Cyberpunk 2077, one of the most successful and controversial games of recent years, maybe exploited to get into the system because of a bug.
A security hole in Cyberpunk 2077 allows hacking your computer
CD Projekt Red, creators of one of the best-selling games worldwide in 2020, Cyberpunk 2077, has issued a warning to players about the possibility of it being used to hack computers.
This is just the latest in a long list of controversies related to what was one of the most anticipated games of recent years; After creating the popular The Witcher saga, CD Projekt established itself as one of the most important developers in the industry.
The first few hours were good, with Cyberpunk 2077 crashing Steam due to the number of players downloading the game; But it didn’t take much longer to realize the state the code was in. Cyberpunk 2077 was one of the fiascos of 2020, due to the number of bugs and performance issues it had, especially on consoles.
Bug in Cyberpunk 2077
Although these problems are gradually disappearing with the arrival of more ‘patches’, and although CD Projekt has already presented a roadmap to leave the game as it should have been from the beginning, it is undeniable that the damage is done.
The latest bug discovered is more serious, because it does not affect gameplay or performance, but user security. CD Projekt Red has confirmed to Eurogamer the existence of a vulnerability in the code that would allow an attacker to take control of the computer.
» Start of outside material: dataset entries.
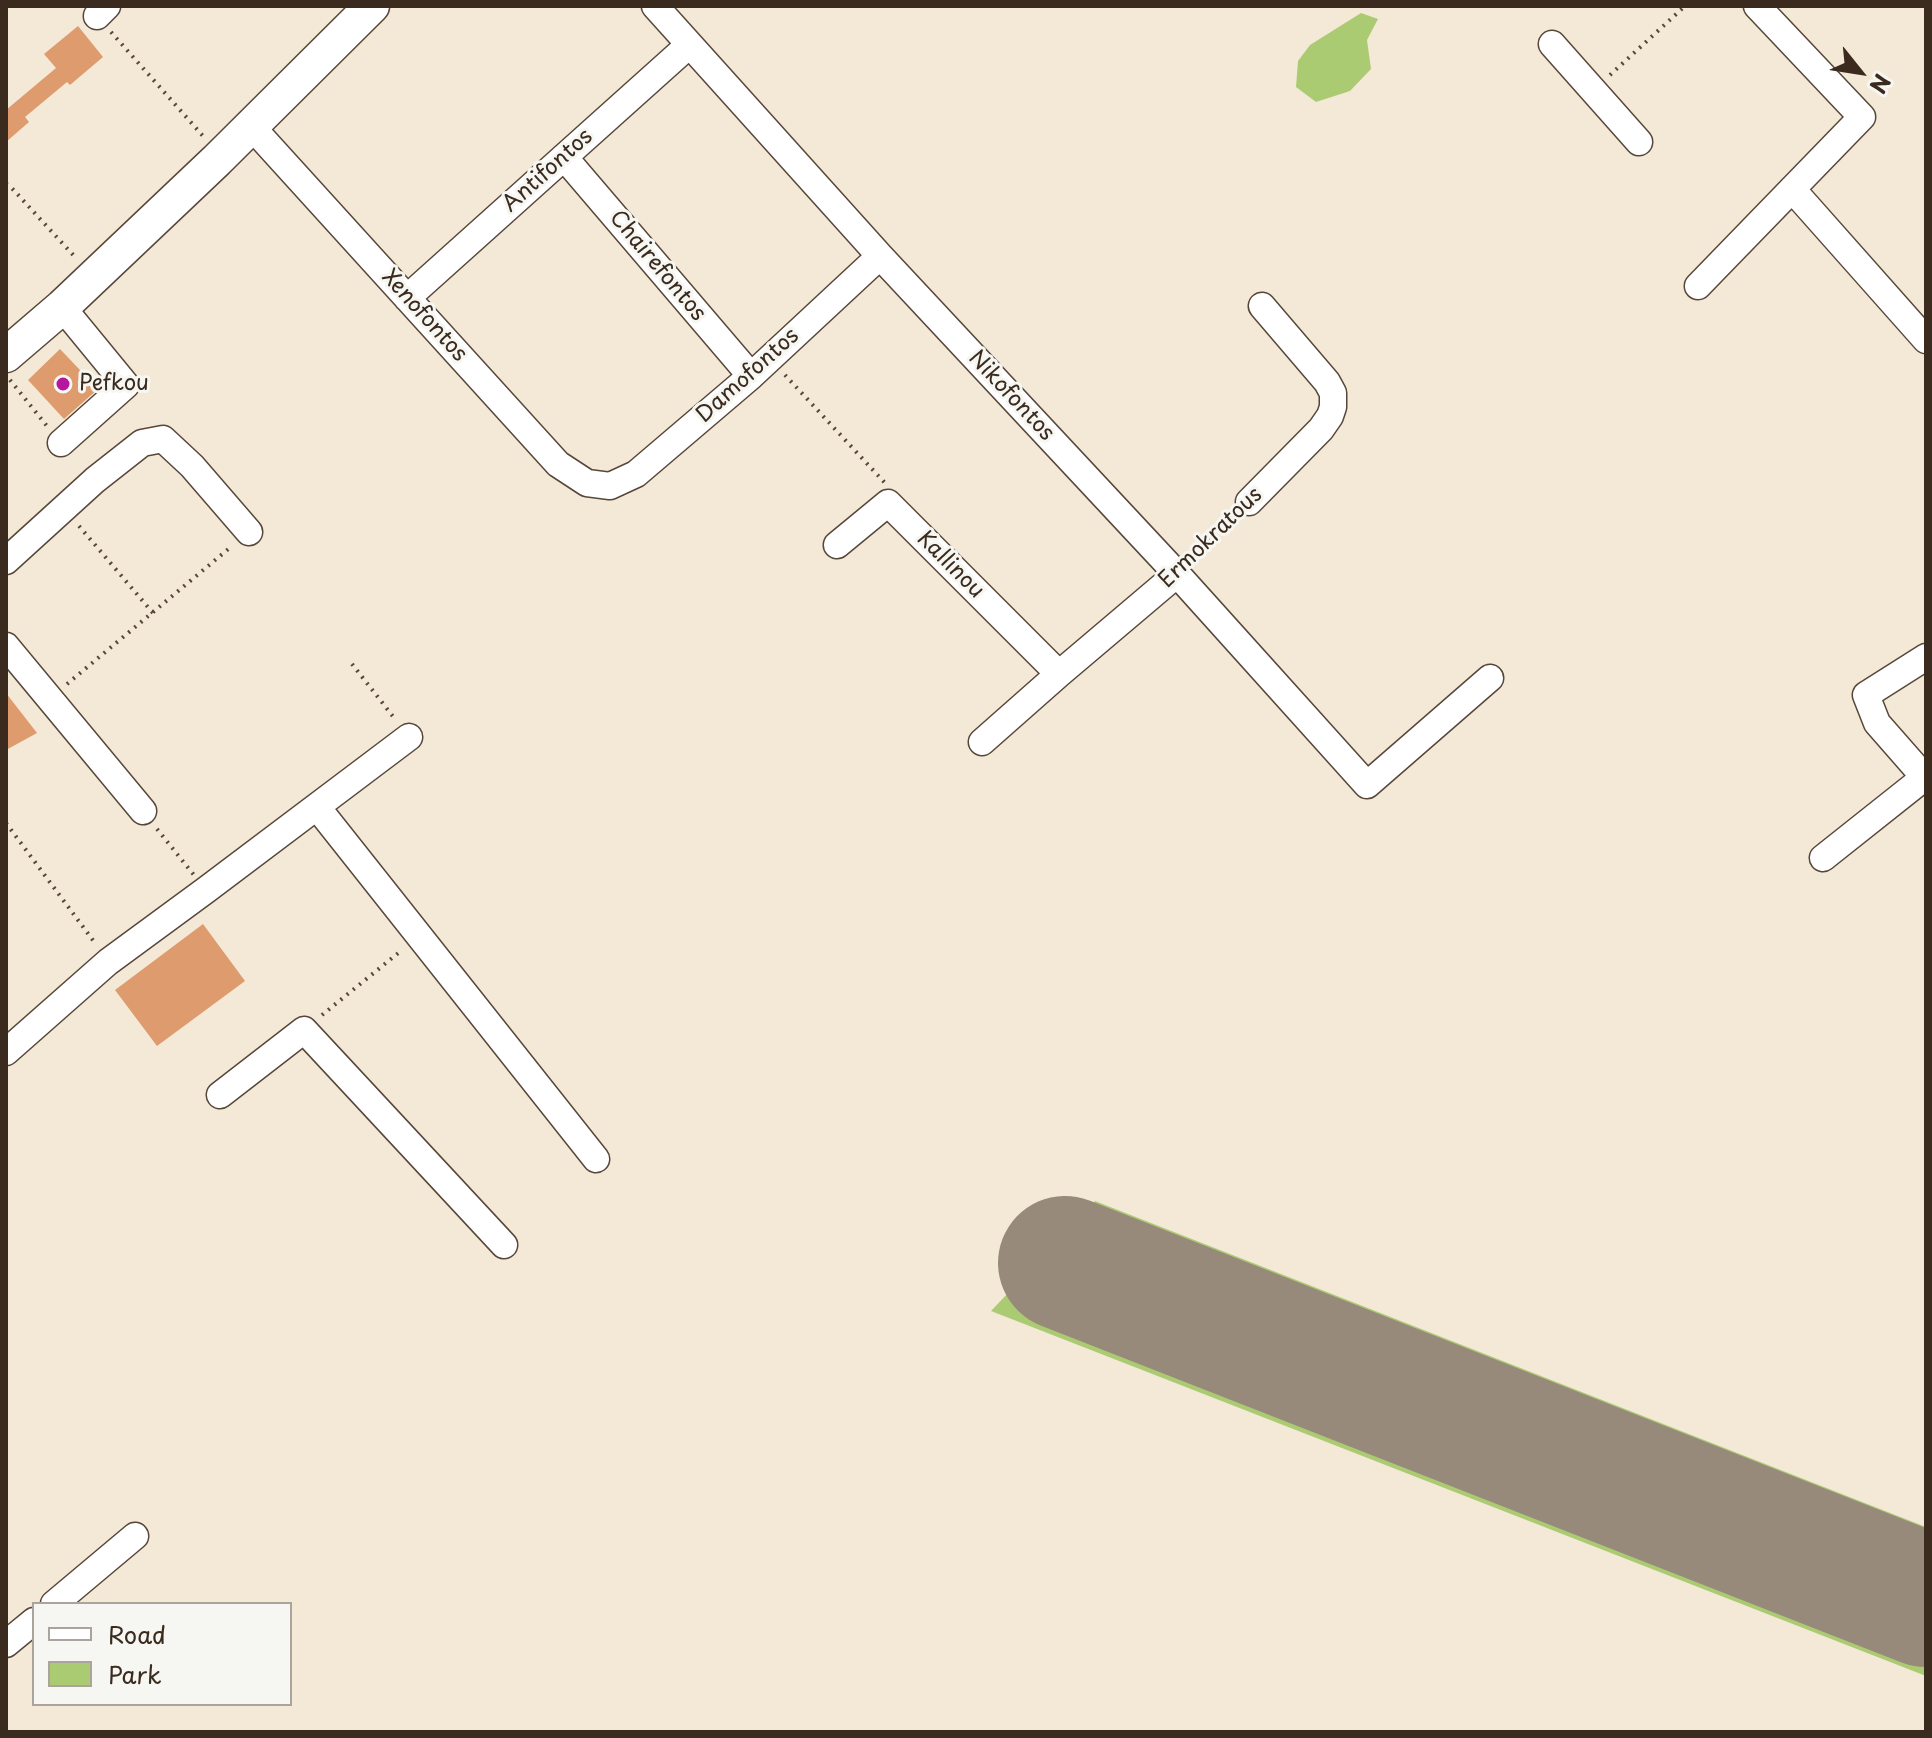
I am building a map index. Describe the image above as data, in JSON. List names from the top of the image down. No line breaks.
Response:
{"streets":{"street":["Antifontos","Chairefontos","Xenofontos","Damofontos","Nikofontos","Ermokratous","Kallinou"]},"crossings":[["Antifontos","Chairefontos"],["Antifontos","Xenofontos"],["Antifontos","Nikofontos"],["Chairefontos","Damofontos"],["Xenofontos","Damofontos"],["Damofontos","Nikofontos"],["Nikofontos","Ermokratous"],["Ermokratous","Kallinou"]],"places":["Pefkou"],"legend":["Road","Park"],"north":"bottom right"}
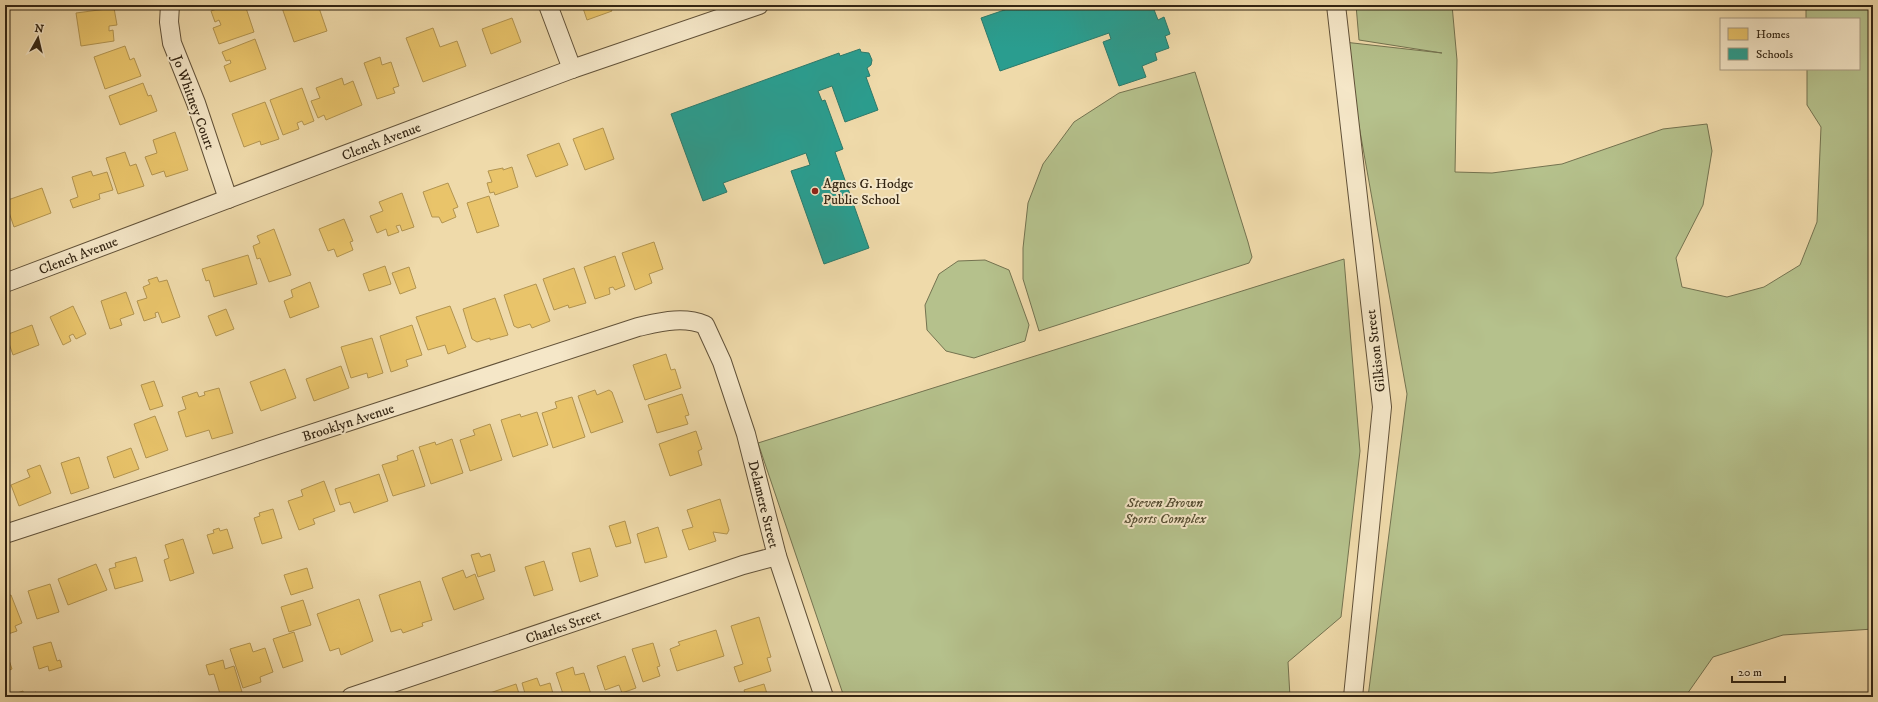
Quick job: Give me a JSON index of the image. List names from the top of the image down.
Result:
{
  "streets": {
    "street": [
      "Jo Whitney Court",
      "Clench Avenue",
      "Gilkison Street",
      "Brooklyn Avenue",
      "Delamere Street",
      "Charles Street"
    ]
  },
  "crossings": [
    ["Jo Whitney Court", "Clench Avenue"],
    ["Brooklyn Avenue", "Delamere Street"],
    ["Delamere Street", "Charles Street"]
  ],
  "parks": ["Steven Brown Sports Complex"],
  "places": ["Agnes G. Hodge Public School"],
  "legend": ["Homes", "Schools"],
  "scale_bar": "20 m",
  "north": "top"
}
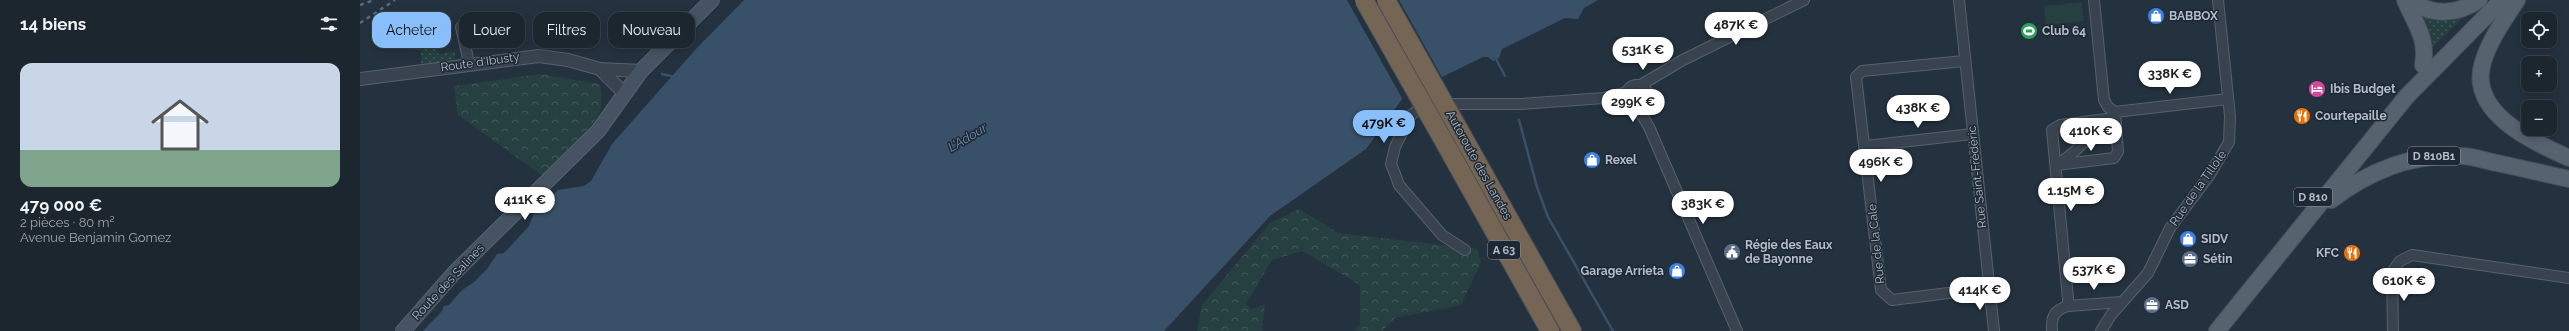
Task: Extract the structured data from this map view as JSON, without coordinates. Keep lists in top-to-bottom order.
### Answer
{
  "streets": {
    "highway": ["Autoroute des Landes", "A 63"],
    "main road": ["D 810B1", "D 810", "Route des Salines"],
    "street": [
      "Route d'Ibusty",
      "Rue Saint-Frédéric",
      "Rue de la Tillole",
      "Rue de la Cale"
    ]
  },
  "crossings": [
    ["Route d'Ibusty", "Route des Salines"],
    ["D 810B1", "D 810"],
    ["Rue Saint-Frédéric", "Rue de la Cale"]
  ],
  "water": ["L'Adour"],
  "places": {
    "shop": [
      "BABBOX",
      "Rexel",
      "SIDV",
      "Garage Arrieta"
    ],
    "sports": ["Club 64"],
    "hotel": ["Ibis Budget"],
    "restaurant": ["Courtepaille", "KFC"],
    "public building": ["Régie des Eaux de Bayonne"],
    "office": ["Sétin", "ASD"]
  },
  "page": {
    "heading": "14 biens",
    "map_buttons": ["+", "−"],
    "price": [
      "487K €",
      "531K €",
      "338K €",
      "299K €",
      "438K €",
      "479K €",
      "410K €",
      "496K €",
      "1.15M €",
      "411K €",
      "383K €",
      "537K €",
      "610K €",
      "414K €"
    ],
    "chip": [
      "Acheter",
      "Louer",
      "Filtres",
      "Nouveau"
    ],
    "list": [
      {
        "name": "479 000 €",
        "note": "2 pièces · 80 m² · Avenue Benjamin Gomez"
      }
    ]
  }
}
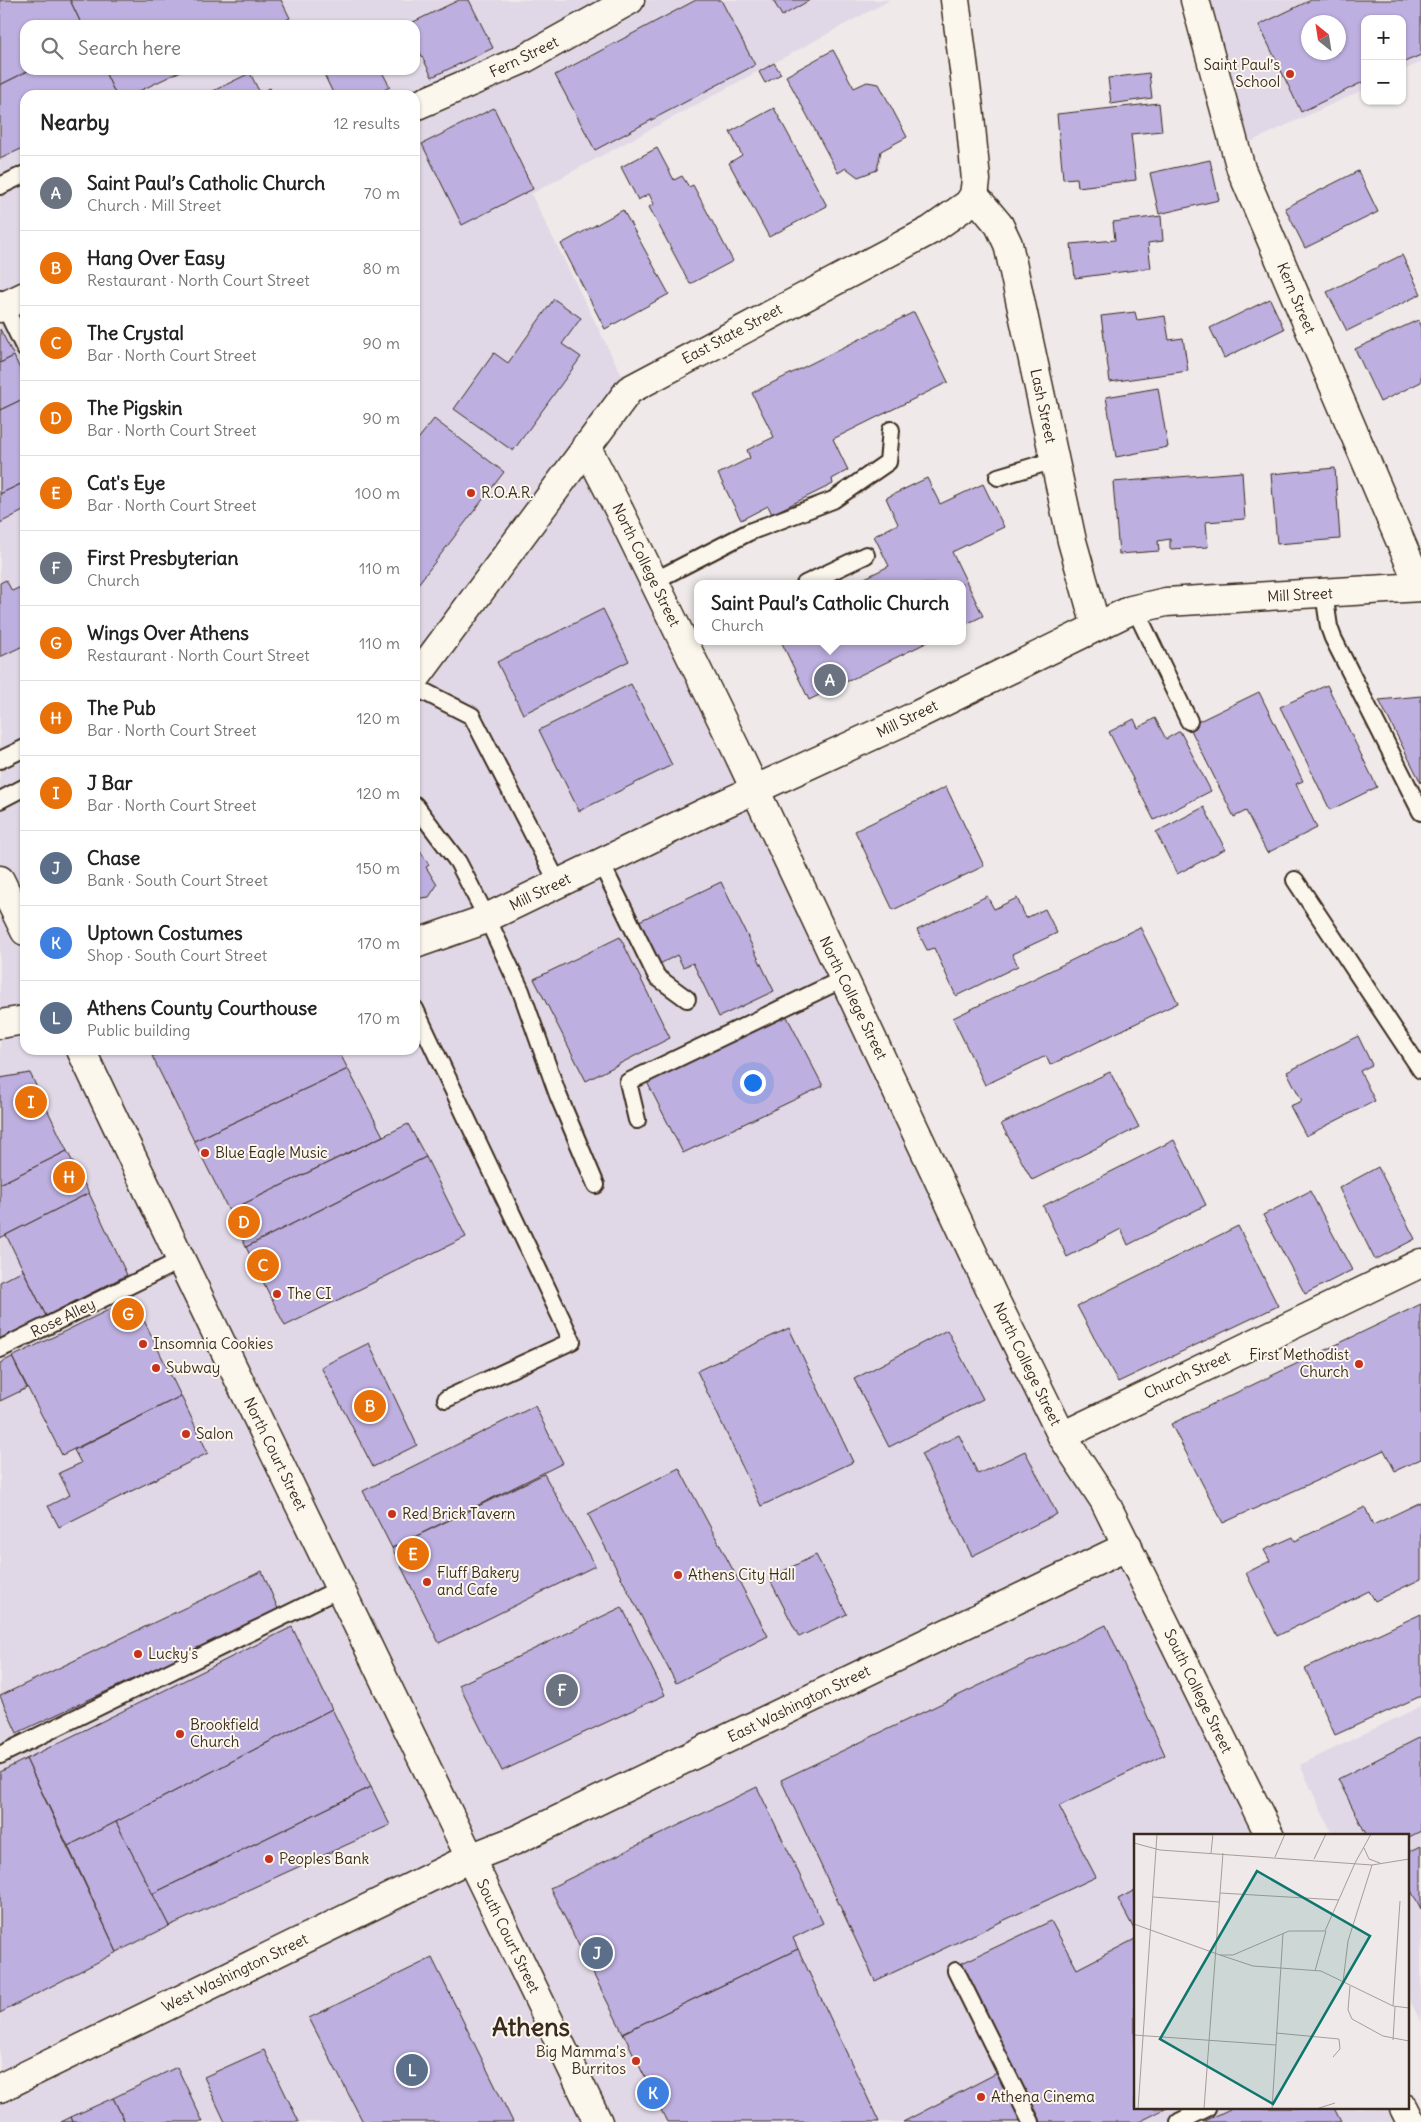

The problem lies in the way the game allows the use of ‘mods’, modifications created by fans that allow them to introduce more content or implement changes to the game. Many titles, such as The Elder Scrolls V: Skyrim, remain popular years after their release, thanks to the number of ‘mods’ that exist.
Insecure mods
It was PixelRick, a modder or mod creator, who raised the alarm when he discovered that mods could be used to run malicious code on the computer, taking control of the computer without the user being able to do anything.
When Cyberpunk 2077 reads a save game, it is possible to create a buffer overflow, which allows a file that is not executable to run in memory.
The victim would only have to download a ‘mod’ or a saved game that has been modified by a stranger and install it like any other; When running the game, the malicious code is also executed.
Although details about this vulnerability are scarce, the developers have confirmed its existence and thanked the community for their work in discovering it. At the same time, it has clarified that it is a “difficult to exploit” flaw, and describes it as “a vulnerability of the game, and not of human nature”.
Although CD Projekt Red is already working on a fix for the next update, it warns users to take special care when installing ‘mods’ in their game for the time being. As always when downloading files from the Internet, it is important to avoid obtaining them from unknown sources.